The Poisson ratio of the material equals 0,33. If I load a cube or a cylinder that is fixed at one end with compression force in ANSYS I can confirm that the ratio is 0,33 by dividing the lateral by longitudinal strain.

But when I load a geometry that is hollow with changing cross section the lateral/longitudinal ratios across the geometry change in unreasonable intervals that make no sense to me, because I was convinced that the ratio is always constant and does not depend on cross-section or shape. My question is, what does the ratio depend on and how? If somebody could direct me to some useful literature, it would be greatly appreciated.

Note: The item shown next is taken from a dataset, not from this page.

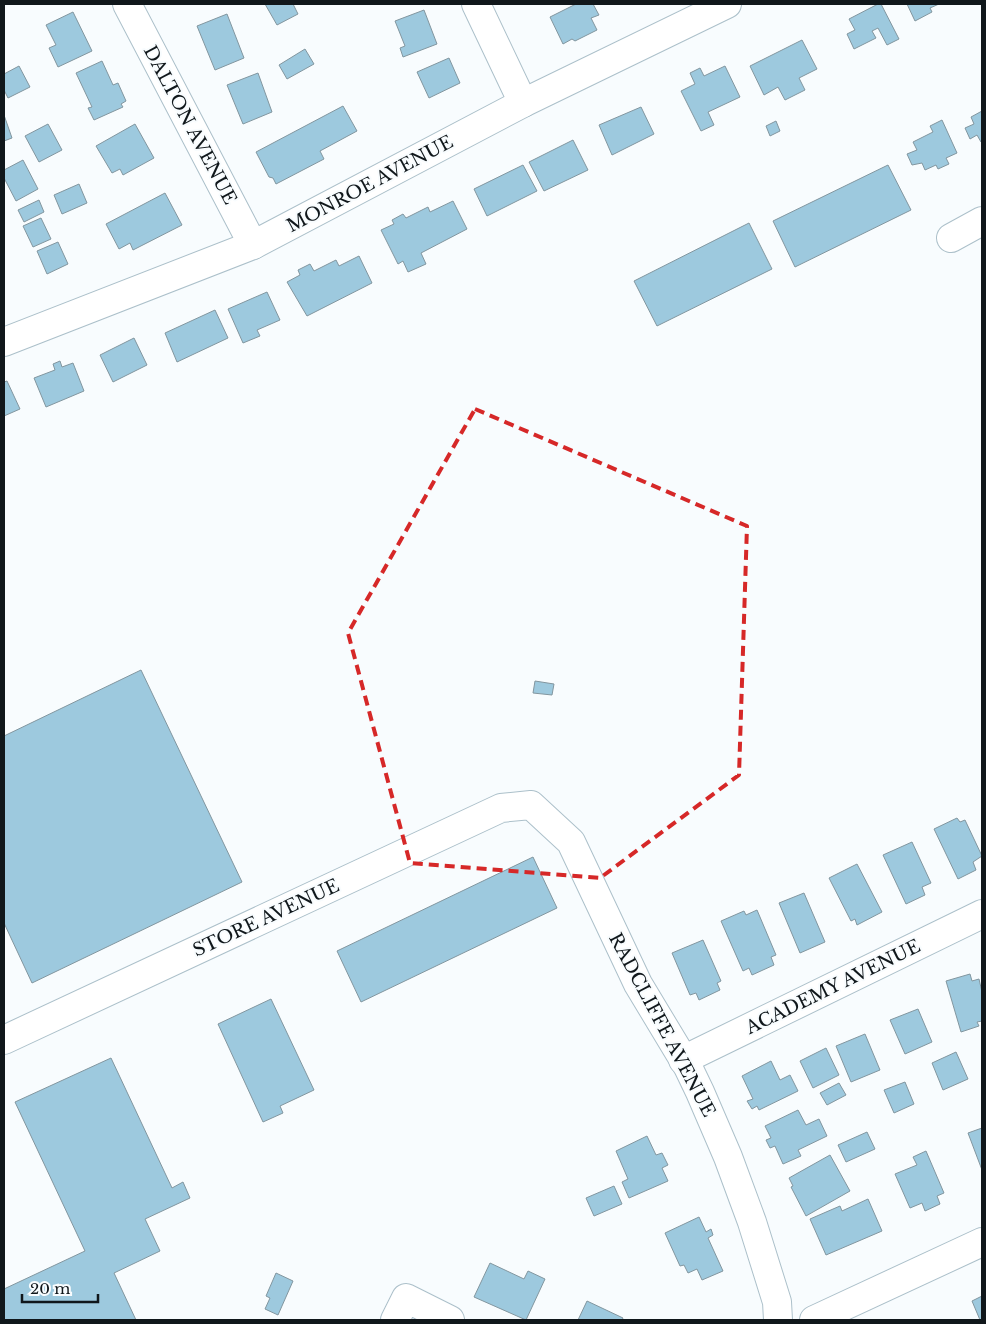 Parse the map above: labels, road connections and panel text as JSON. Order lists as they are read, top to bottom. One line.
{"streets":{"street":["DALTON AVENUE","MONROE AVENUE","STORE AVENUE","ACADEMY AVENUE","RADCLIFFE AVENUE"]},"crossings":[["DALTON AVENUE","MONROE AVENUE"],["STORE AVENUE","RADCLIFFE AVENUE"],["ACADEMY AVENUE","RADCLIFFE AVENUE"]],"scale_bar":"20 m"}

  • For a hollow geometry with changing cross section, the stress is not uniaxial anymore, this is probably why you are not measuring the same ratio along the rod. – user190081 Nov 5 at 16:38

For simplicity lets assume you have a cylinder of length 20 cm which is made up of two short 10 cm cylinders, both hollow and have a 1 cm diameter hole drilled out of them, one has the cross section surface are of 2 cm^2 and the other thinner one has a cross section surface 1 cm.

Now we apply P = 2kN to the top of the cylinder.

the stress on the thick part will be

$$ \sigma = 2\, \text{kN}/ 2\, \text{cm}^2 = \ 1\, \text{kN/cm}^2$$ but for the thinner part $$ \sigma = 2\, \text{kN}/ 1\, \text{cm}^2 = 2\,\text{kN/cm}^2. $$

So the thin section vertically strains twice and so horizontally its strain is two times more than the thick part.

Same idea applies to random changes in cross section of a bar, and even more complication arises when these changes have secondary stress concentration and distort the surface of strain plane along the length of the test sample.

  • If the horizontal and vertical components of strain say increase by factor 2, does that mean that the ratio lateral/longitudinal stays the same? Is it possible that, in case of the complicated random cross-sections in the structure and axial loading, the lateral strain is greater than the longitudianal strain? – jane7 Nov 6 at 12:00

The Poisson ratio is defined for a sufficiently uniform material (i.e., one for which the continuum assumption reasonably holds). If your material is not uniform, then what you're obtaining is some type of effective Poisson ratio, which could be just about anything and doesn't hold broad meaning. This is covered in most textbooks on elasticity or mechanics of materials.